Copyright © 2014 Kuen-Hsien Wu and Chia-Chun Tang. This is an open access article distributed under the Creative Commons Attribution License, which permits unrestricted use, distribution, and reproduction in any medium, provided the original work is properly cited.

Abstract

Trenched electrodes were proposed to enhance the short-circuit current and conversion efficiency of polycrystalline-silicon (poly-Si) solar cells with nanoporous silicon (NPS) surface layers. NPS films that served as textured surface layers were firstly prepared on heavily doped p+-type (100) poly-Si wafers by anodic etching process. Interdigitated trenches were formed in the NPS layers by a reactive-ion-etch (RIE) process and Cr/Al double-layered metal was then deposited to fill the trenches and construct trenched-electrode-contacts (TEC’s). Cells with TEC structures (called “TEC cells”) obtained 5.5 times higher short-circuit current than that of cells with planar electrode contacts (called “non-TEC cells”).

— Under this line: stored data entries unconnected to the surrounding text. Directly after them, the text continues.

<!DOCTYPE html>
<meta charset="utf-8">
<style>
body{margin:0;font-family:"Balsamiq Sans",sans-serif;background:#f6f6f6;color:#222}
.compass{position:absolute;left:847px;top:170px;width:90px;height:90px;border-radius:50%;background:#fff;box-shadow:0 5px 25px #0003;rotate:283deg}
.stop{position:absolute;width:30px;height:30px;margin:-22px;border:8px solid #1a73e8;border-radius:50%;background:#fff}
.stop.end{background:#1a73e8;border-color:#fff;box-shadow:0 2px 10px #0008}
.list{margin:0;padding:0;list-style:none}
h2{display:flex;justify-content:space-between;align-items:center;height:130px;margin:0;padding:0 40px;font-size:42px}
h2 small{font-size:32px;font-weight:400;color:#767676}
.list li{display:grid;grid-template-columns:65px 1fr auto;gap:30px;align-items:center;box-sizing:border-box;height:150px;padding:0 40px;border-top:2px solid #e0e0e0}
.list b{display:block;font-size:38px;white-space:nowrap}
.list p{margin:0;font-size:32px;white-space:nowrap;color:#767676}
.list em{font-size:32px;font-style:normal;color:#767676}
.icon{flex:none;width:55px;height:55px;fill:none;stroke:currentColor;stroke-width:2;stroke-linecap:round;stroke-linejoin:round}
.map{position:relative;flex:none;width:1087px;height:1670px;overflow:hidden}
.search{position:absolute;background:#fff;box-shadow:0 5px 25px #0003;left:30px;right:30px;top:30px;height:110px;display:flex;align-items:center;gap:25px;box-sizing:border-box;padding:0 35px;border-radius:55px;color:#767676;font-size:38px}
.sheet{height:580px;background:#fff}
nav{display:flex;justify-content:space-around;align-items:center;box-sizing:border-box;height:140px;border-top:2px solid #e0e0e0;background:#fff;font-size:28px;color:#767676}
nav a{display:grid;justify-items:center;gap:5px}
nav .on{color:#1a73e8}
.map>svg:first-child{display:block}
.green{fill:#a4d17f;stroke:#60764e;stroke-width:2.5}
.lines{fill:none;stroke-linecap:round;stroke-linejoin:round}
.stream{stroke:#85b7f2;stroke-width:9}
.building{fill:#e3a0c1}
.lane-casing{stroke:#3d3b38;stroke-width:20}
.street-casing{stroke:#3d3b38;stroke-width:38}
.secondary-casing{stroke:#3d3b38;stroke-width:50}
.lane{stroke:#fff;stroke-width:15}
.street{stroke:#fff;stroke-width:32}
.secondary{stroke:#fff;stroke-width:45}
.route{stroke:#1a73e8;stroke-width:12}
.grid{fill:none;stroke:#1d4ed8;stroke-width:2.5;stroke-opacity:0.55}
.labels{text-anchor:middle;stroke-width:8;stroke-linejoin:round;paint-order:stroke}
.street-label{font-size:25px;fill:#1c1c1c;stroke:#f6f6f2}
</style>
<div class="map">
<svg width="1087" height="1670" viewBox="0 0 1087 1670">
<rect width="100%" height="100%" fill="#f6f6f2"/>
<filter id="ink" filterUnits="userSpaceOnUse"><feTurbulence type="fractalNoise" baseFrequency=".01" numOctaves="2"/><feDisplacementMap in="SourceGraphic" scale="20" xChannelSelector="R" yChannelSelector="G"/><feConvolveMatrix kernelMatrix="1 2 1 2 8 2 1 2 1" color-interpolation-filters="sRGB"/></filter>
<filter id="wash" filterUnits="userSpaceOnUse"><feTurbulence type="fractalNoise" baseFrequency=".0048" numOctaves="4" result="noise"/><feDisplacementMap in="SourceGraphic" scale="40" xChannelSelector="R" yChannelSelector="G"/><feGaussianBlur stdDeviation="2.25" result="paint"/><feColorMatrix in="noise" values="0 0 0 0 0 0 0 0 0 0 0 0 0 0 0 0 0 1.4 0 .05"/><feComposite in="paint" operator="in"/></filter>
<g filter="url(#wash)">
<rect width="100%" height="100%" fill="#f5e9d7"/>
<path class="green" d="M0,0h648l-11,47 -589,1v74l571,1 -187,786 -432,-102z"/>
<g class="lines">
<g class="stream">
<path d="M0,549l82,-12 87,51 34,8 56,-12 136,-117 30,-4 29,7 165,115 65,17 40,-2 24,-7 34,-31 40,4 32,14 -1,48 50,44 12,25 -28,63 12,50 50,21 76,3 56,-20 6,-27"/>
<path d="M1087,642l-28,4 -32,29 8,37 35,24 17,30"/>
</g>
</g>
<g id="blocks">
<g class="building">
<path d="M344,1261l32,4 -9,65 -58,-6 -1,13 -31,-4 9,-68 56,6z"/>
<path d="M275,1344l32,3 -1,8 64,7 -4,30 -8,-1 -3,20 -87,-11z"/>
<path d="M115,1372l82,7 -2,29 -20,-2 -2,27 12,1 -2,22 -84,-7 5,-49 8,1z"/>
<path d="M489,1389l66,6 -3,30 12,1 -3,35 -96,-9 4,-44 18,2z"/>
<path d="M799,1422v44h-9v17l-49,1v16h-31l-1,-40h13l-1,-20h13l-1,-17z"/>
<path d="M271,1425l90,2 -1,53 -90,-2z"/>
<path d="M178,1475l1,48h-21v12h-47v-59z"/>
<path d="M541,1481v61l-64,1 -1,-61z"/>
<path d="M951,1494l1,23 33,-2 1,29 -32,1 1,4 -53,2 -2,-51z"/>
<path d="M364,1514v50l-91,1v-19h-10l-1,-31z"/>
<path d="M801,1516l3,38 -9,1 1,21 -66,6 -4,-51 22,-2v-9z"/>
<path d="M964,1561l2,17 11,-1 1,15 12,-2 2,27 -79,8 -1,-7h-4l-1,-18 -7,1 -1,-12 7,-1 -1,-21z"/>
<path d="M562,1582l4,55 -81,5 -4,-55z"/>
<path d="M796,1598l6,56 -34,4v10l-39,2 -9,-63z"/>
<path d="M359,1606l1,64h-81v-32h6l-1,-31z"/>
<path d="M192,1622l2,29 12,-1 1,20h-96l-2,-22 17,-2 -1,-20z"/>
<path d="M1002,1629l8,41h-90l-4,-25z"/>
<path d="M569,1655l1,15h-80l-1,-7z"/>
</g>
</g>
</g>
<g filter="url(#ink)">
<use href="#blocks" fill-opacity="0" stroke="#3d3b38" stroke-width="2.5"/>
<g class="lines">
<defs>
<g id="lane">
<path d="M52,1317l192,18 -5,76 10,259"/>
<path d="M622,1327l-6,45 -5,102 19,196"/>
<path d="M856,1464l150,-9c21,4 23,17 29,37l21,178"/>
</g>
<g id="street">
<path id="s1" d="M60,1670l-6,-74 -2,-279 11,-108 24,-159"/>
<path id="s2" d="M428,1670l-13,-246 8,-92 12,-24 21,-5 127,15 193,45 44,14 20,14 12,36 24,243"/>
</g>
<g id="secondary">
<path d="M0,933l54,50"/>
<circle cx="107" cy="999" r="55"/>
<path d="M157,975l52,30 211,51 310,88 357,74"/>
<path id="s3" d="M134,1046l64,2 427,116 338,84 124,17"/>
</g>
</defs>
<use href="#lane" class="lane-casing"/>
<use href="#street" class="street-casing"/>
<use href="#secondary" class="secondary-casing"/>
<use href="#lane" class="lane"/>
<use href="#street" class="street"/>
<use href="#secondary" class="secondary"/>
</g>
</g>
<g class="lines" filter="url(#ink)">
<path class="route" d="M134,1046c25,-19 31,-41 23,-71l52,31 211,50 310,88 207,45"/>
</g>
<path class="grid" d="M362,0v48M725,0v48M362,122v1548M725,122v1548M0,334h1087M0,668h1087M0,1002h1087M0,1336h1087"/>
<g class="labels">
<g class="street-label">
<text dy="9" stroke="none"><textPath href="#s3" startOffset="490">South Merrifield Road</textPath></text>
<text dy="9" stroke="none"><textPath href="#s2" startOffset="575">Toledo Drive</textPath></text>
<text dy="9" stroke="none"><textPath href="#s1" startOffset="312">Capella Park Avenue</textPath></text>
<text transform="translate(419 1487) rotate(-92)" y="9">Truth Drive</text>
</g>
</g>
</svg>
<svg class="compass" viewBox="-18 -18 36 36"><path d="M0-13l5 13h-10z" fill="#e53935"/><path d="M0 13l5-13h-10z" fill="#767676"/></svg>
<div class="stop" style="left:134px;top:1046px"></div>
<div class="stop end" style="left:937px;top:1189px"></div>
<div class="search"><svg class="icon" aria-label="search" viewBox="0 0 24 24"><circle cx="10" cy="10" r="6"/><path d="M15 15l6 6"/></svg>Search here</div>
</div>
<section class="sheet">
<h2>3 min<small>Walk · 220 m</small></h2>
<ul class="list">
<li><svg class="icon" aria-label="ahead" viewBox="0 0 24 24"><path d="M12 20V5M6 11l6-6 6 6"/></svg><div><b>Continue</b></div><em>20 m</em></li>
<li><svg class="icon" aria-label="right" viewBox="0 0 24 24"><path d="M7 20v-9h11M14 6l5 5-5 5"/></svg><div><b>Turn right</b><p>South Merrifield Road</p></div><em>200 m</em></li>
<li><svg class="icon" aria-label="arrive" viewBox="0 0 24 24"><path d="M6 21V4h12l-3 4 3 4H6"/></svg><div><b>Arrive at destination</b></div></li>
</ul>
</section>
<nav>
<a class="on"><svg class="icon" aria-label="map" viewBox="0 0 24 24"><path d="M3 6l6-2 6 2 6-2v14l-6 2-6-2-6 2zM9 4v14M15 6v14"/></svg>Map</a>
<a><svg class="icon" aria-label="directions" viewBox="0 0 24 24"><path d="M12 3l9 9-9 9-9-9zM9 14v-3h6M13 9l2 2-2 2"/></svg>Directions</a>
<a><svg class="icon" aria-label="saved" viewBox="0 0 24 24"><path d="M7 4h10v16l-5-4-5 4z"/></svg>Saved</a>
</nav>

Most significantly, a TEC cell achieved 8 times higher conversion efficiency than that of a non-TEC cell. The enhanced short-circuit current and conversion efficiency in TEC cells were ascribed to the reduced overall series resistance of devices. In a TEC cell, trenched electrodes provided photocurrent flowing routes that directly access the poly-Si substrates without passing through the high resistive NPS layers. Therefore, the application of NPS surface layers with trenched electrodes is a novel approach to development of highly efficient poly-Si solar cells.